Ey göğsümde pıhtılaşan şehir
Durgun yollarına hasretim çalındığında
Bir eşref saatiyle uyanır kanadı kırık kuşların
Yükseklerin uçsuz bucaksız karanlığına
Ucu kör kalemlerle atılan imzalarım
Kırık kanatlara merhem taşır
Islak bir söyleşi dudakların
Yutkunup yüreğine derinden dokunan
Sen kıyı semtlerin birinde bir denizin çırpıntısı
Sirenleri kısık sesle çalınan mehtaplı gecelere
Yıldızları düşürürdü halbuki dileklerin
Bir sokağı ayağa kaldırıp
Ne söylesem ağır gelir yüreğine
Görünsem seyrer zamanla kalp atışların
Kafanda yalınayaklar gezinir
Utanır yanakların telaşına
Olduğu gibi kalır gözlerin
Gün gelir gök gürler
Yer çatırdar buzlardan
Çiçekleri yoksullaşır şehrimin
Fıskıyeleri susar
Gün gelir karlar
İğri iğri düşer saçlarıma
Öyle uzun vadeli ölümler
Ciğerlere çekilen dumandan
Hastalıktan yatak döşek yatarak
Yılları aylara ayları haftalara bölmeden
Bir varmış bir yokmuş masallarından çıkarcasına
Kimsenin bilmediği bir vakitte gidebilmek
Sürgünüz gözlerin ulaşamadığı noktalara
Sürgüsüz kapılarız çat kapı girilen
Kalbimizin binbir çeşit odalarına
Kırk yerde yamamız var
Yaramız var uçan kuşlarda
Açan çiçekte çıkılan yokuşlarda
Sevinçler ve hüzünler yüzümüzde derin çizgiler biriktirir.

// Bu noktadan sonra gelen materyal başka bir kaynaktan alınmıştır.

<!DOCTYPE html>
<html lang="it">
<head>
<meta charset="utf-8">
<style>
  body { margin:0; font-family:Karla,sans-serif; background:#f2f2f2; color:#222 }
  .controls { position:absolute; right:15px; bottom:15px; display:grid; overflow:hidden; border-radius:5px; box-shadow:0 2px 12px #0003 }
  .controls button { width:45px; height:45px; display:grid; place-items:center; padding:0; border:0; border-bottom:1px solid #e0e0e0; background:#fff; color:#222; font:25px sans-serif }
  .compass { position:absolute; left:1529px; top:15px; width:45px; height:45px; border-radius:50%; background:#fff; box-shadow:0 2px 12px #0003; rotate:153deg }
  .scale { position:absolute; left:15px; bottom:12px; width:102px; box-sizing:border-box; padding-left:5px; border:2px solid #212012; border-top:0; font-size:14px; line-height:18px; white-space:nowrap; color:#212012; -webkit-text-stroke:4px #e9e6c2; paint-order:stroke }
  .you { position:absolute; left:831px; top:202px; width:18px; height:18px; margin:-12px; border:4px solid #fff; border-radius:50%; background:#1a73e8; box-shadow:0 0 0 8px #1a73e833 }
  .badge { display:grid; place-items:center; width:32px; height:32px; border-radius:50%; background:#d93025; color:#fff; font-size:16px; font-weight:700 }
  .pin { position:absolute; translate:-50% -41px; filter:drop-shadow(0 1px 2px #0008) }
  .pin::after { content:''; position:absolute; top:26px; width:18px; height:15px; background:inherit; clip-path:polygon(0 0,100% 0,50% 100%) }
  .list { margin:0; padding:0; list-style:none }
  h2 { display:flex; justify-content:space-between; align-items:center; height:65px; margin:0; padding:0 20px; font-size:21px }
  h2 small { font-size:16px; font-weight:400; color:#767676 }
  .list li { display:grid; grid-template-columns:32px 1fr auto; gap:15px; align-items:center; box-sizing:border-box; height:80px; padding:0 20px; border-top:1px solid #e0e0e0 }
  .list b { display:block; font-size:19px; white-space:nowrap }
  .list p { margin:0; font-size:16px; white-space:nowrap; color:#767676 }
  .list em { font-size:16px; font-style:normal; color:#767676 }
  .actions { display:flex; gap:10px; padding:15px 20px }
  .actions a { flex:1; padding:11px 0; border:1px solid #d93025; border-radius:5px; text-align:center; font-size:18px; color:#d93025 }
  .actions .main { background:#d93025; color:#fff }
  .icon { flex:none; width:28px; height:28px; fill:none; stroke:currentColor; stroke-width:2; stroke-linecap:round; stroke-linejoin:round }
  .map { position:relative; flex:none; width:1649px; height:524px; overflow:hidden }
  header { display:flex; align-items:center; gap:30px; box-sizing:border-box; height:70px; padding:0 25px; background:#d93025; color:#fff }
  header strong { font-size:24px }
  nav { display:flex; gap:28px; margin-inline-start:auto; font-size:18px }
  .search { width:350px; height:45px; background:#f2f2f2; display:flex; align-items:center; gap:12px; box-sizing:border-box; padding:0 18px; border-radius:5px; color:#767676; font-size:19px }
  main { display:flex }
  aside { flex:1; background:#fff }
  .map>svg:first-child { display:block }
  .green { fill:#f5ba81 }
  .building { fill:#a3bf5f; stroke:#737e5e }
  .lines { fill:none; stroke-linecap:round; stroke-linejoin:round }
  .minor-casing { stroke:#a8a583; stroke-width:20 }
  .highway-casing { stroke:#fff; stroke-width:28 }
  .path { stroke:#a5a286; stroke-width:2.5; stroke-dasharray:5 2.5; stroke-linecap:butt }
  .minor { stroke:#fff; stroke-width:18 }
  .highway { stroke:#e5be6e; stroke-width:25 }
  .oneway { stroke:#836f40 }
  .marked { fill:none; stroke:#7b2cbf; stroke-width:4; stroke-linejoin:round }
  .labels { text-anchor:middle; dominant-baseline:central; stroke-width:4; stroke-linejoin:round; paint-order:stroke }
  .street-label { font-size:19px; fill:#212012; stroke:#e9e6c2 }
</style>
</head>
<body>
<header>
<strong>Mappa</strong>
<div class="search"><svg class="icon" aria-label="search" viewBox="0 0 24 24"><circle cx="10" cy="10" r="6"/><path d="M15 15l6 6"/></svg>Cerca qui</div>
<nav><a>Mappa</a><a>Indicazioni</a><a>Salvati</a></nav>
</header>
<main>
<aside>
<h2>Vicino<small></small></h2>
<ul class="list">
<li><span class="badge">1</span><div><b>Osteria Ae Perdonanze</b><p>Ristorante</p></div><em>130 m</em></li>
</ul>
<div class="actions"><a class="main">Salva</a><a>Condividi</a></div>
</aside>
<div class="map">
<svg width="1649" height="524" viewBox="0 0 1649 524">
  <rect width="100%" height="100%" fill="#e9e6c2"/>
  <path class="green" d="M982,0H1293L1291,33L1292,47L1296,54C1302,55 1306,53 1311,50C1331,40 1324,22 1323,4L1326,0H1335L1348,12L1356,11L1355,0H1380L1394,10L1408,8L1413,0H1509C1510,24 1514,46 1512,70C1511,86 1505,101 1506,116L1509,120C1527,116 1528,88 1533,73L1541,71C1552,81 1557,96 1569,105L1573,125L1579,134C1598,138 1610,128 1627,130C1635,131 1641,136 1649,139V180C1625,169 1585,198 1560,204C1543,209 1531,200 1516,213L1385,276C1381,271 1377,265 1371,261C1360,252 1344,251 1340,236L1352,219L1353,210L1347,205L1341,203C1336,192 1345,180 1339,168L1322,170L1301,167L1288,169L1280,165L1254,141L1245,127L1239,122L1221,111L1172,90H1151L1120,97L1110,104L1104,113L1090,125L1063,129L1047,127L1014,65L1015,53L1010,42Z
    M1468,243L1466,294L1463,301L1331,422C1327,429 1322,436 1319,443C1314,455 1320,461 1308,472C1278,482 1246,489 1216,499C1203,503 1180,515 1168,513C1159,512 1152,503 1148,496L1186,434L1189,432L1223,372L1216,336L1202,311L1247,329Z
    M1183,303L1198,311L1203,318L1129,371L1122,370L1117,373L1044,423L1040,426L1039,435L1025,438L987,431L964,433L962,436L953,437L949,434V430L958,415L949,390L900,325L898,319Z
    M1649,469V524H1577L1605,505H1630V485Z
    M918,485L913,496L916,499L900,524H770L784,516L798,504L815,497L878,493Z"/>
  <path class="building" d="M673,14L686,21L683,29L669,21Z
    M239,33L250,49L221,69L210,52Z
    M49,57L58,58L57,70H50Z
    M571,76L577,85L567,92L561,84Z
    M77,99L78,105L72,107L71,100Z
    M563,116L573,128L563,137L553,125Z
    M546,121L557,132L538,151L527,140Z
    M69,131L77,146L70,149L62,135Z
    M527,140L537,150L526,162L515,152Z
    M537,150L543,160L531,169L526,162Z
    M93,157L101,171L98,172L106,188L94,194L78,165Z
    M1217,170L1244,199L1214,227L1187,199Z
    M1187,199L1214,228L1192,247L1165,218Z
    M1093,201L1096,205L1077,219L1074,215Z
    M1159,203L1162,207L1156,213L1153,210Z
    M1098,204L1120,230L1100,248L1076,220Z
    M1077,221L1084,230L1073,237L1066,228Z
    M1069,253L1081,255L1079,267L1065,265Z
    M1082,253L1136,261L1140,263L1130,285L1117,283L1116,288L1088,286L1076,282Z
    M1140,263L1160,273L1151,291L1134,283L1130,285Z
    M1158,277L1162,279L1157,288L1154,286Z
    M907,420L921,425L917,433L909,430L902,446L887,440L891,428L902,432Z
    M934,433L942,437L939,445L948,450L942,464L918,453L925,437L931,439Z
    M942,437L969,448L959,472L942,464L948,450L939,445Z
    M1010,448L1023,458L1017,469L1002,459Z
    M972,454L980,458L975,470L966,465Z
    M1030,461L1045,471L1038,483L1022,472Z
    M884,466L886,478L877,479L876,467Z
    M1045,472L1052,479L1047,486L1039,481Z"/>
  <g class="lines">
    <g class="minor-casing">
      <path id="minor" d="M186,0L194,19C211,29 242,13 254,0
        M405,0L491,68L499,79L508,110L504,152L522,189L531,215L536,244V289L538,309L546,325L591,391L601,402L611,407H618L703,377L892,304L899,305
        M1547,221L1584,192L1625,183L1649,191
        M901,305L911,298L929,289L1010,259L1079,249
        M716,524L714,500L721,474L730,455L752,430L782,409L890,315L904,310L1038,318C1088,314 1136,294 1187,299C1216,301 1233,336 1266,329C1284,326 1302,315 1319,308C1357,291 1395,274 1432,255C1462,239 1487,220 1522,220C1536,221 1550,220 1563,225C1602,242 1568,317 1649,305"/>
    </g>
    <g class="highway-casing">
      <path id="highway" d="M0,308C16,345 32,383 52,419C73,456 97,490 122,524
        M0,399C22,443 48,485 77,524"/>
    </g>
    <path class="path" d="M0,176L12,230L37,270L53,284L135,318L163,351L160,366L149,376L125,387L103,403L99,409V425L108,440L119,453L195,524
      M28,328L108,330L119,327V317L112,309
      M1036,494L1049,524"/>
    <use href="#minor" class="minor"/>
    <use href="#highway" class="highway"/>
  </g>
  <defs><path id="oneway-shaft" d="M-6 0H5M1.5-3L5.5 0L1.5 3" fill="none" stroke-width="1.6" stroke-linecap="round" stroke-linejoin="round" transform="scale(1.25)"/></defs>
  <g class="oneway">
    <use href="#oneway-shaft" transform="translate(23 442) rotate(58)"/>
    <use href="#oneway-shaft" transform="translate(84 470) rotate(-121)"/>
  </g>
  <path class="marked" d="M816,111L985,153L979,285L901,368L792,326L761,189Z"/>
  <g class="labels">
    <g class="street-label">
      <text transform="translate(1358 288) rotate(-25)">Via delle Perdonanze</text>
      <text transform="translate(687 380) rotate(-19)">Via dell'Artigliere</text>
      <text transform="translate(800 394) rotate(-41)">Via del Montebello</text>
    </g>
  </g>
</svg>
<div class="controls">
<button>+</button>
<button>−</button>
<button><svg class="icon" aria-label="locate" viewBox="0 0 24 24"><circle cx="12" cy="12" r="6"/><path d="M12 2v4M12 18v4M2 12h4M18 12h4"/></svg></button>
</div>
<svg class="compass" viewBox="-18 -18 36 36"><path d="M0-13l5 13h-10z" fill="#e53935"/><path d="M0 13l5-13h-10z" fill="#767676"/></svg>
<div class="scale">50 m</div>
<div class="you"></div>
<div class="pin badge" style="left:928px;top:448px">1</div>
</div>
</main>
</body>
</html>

Gölgelenir vaadi bitmiş umutların
Gün ışığı değerken kirpiklerimize
Yaşama bir adım daha istekli yürürüz
Bir adım daha yaklaşır ufkun esrarengiz güzelliği
Dağıtır içimizdeki tabuları gözlerimiz
Ah o eski şehir
Ah o şehir
O eski şehir
Kabuk bağlamış yarınlarına
Buzdan pistler dökülmüş sanki yollarına
Lambaların kolladığı karanlıklar yok mu
Katran karası karanlıklarda örselendi başım
Öfkeli yağmurların şıpırtılarıyla irkindi
Göz çeperlerimden inen yalnızlığım
Bir nehir olup taşıyor
Yolu bulunan umutlara
Umman denizlere ulaşmak için
Hani ilk yılların heyecanı
Aklın uçuk, hayallerin kızgın buhranı
Lal dilin, sanki uzaklara
İliklerine kadar işlemiş
Lapa lapa yağan kor misali
Başarılar, sevgili kardeşim.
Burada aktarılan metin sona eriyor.